Task item :: Please retype the data in full and exactly; the pictures are not part of the copy.

Collected data ::
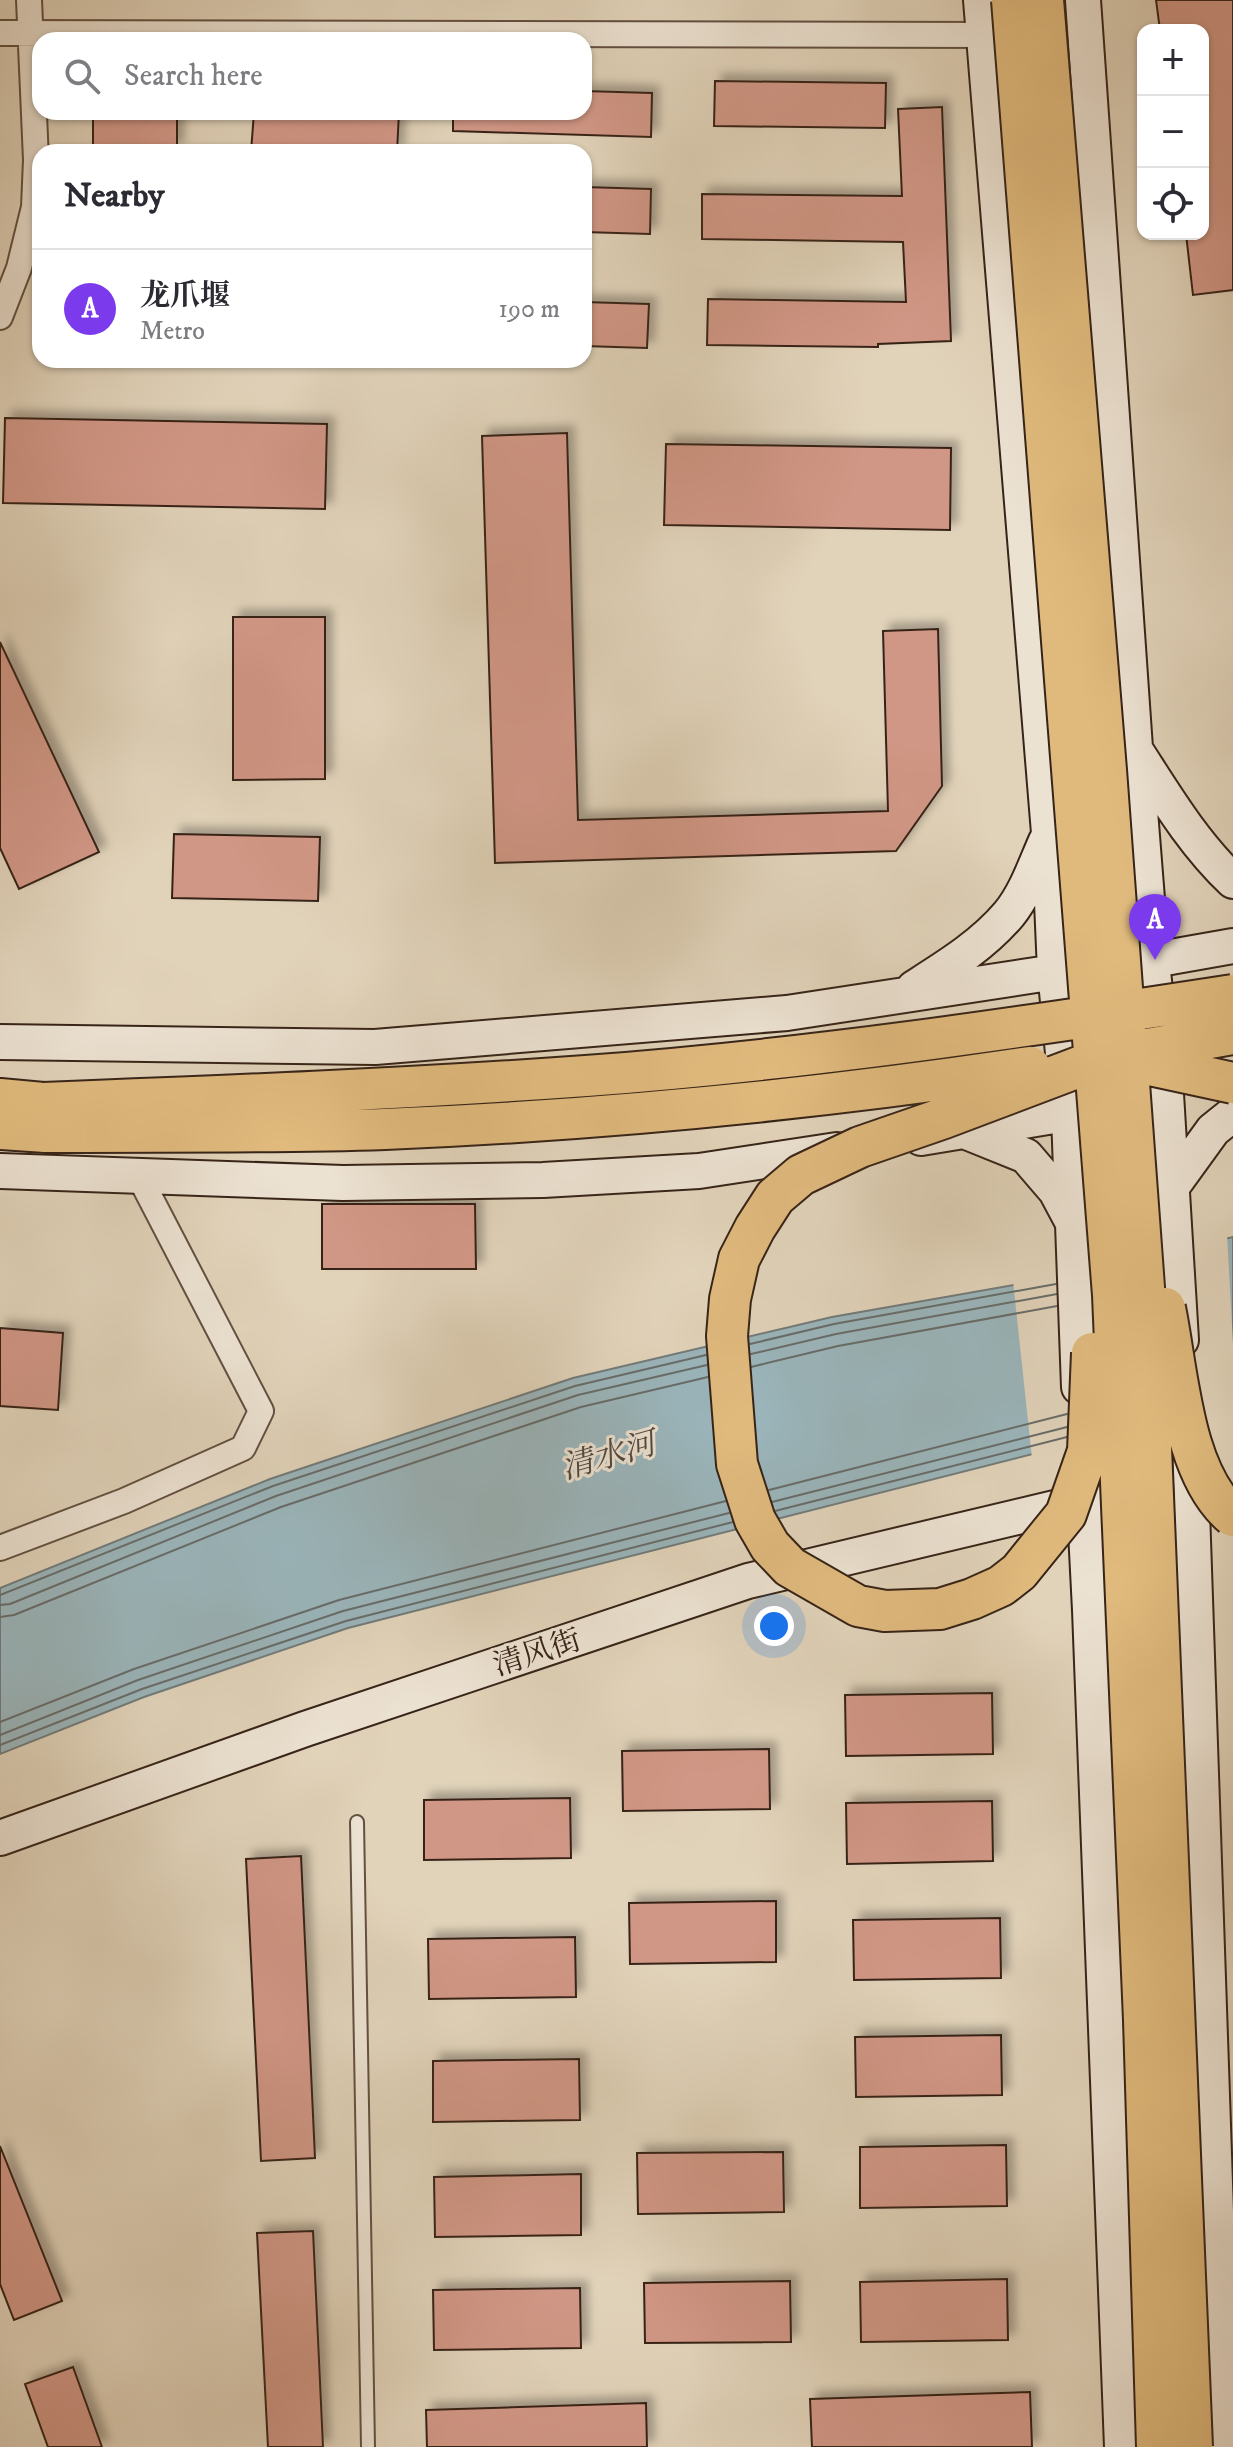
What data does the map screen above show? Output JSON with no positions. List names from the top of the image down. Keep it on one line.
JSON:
{"streets":{"main road":["清风街"]},"water":["清水河"],"page":{"map_buttons":["+","−"],"search":"Search here","heading":"Nearby","list":[{"mark":"A","name":"龙爪堰","note":"Metro","value":"190 m"}],"pins":"A"}}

Result for this task ::
What data does the map screen above show? Output JSON with no positions. List names from the top of the image down. Keep it on one line.
JSON:
{"streets":{"main road":["清风街"]},"water":["清水河"],"page":{"map_buttons":["+","−"],"search":"Search here","heading":"Nearby","list":[{"mark":"A","name":"龙爪堰","note":"Metro","value":"190 m"}],"pins":"A"}}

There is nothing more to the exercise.